Après les événements commémoratifs (manifestation à Herstal, exposition, colloque) où la figure de Germaine est régulièrement évoquée (photo, archive sonore d’un meeting à La Ruche où elle prend la parole), il reprend son travail de biographe. En juin, nous rencontrons longuement Armand Borsu et son épouse Yvette Merveille. Une nouvelle rencontre avec Cécile Draps permet d’exhumer d’autres souvenirs et surtout quelques documents car Germaine, après la grève, a milité dans le parti communiste « chinois », comme elle se plaisait à la souligner. Enfin, Maxime Tondeur complète ses souvenirs glanés par un travail systématique de recherche documentaire au CArCoB, où il consulte la collection des journaux La Voix du peuple, Combat, ce qui apporte une nouvelle profondeur à ce portrait mais surtout, donne à lire des entretiens, des discours qu’elle a tenu comme « militante » de la grève des femmes de la FN, bref à saisir sa pensée et son regard sur la grève.

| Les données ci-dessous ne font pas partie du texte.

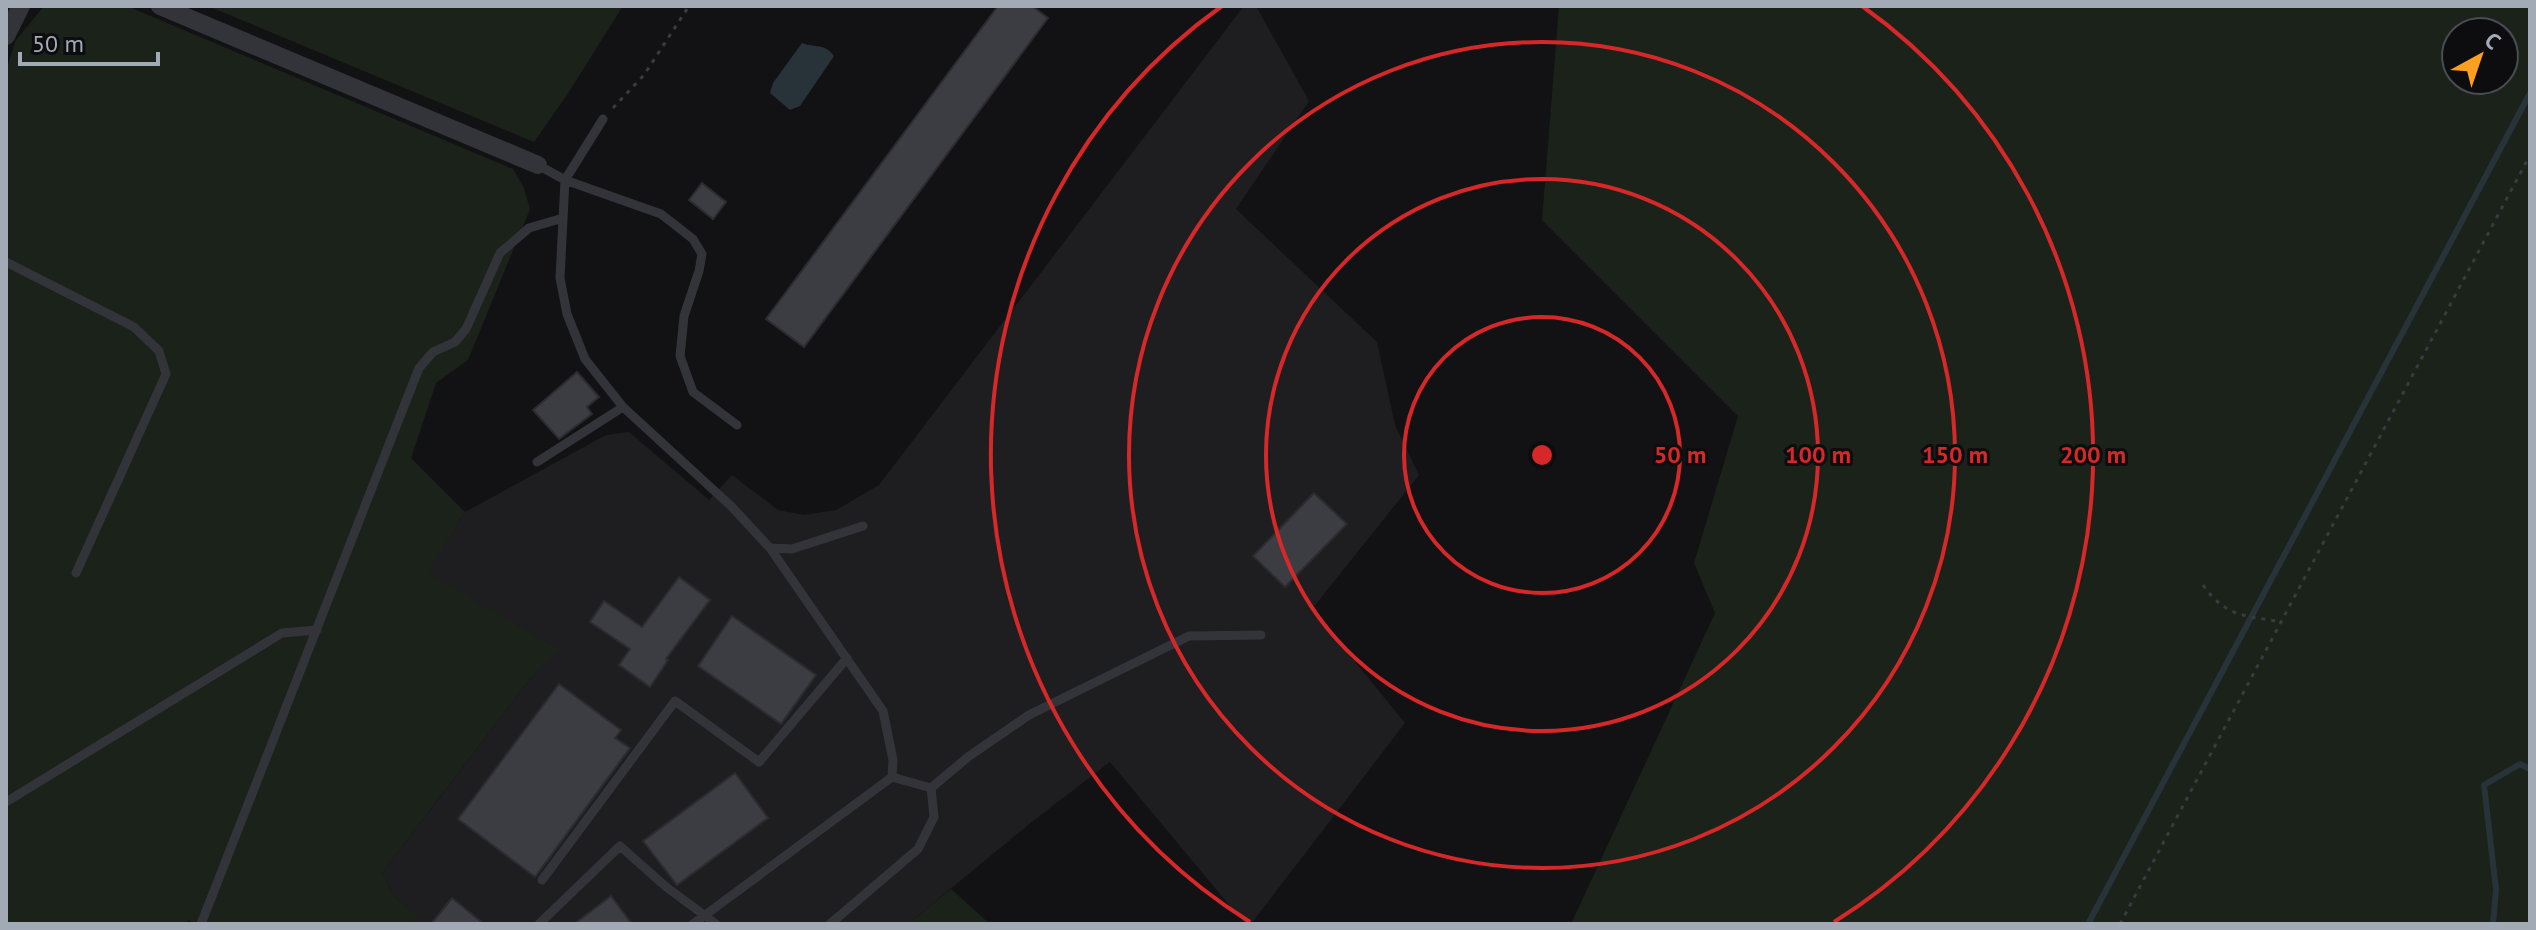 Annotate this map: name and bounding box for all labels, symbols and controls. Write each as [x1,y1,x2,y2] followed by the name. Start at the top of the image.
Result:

Cette démarche volontariste de Maxime Tondeur, pour faire émerger, derrière un nom et un visage, l’histoire d’une militante, s’inscrit dans le droit fil, des objectifs du CARHOP, qui est de valoriser la mémoire ouvrière, avec les travailleurs, mais rejoint aussi le projet du Dictionnaire biographique du mouvement ouvrier de Belgique, qui est de garder les traces de ces ouvriers et ouvrières qui se sont engagés dans le mouvement social. Le travail réalisé par Maxime Tondeur se complète d’un travail dans les archives et, à ce titre, s’inscrit dans un des effets importants de la mobilisation autour du souvenir de la grève de février 1966. Maxime Tondeur apporte ainsi par sa quête, des pièces manquantes du puzzle de la grève de 1966 des ouvrières de la FN, et vient enrichir le récit que les historiens et historiennes avaient pu, avec plus ou moins de bonheur, retracer. C’est un premier effet de la mobilisation commémorative de 2016 mais il serait souhaitable que d’autres grévistes sortent de l’ombre et puissent se retrouver un instant sous les feux des projecteurs de l’histoire. C’est avec cet objectif, que nous avons sollicité Maxime Tondeur, pour apporter sa contribution, -en l’état- dans cette publication qui reprend les actes du colloque Les ouvrières de la FN écrivent l’histoire, Liège, 23 et 24 mars 2016. Appel est donc lancé pour que d’autres témoins apportent leur souvenirs et témoignages autour d’autres figures de la grève ou des grèves de la FN à Herstal ou ailleurs.
Marie-Thérèse Coenen
Sur les pas de Germaine Martens
Le but est de rédiger et publier une biographie de cette militante ouvrière communiste, un peu oubliée, afin de sceller dans le marbre son apport au mouvement ouvrier et syndical. Je les avais déjà rencontré le 16 février 2016, avec mon ami, collègue blogueur, Hubert Hedebouw, à l’occasion du défilé commémoratif des enfants des écoles pour le cinquantenaire de la grève (février 2016). Et j’écrivais alors dans ROUGEs-FLAMMEs, sous le contrôle d’Armand : « Lui, Armand Borsu, est le petit-fils de Germaine Martens, la ˝petite Germaine˝, une des dirigeantes de cette célèbre grève des femmes qui portait le slogan À travail égal, salaire égal.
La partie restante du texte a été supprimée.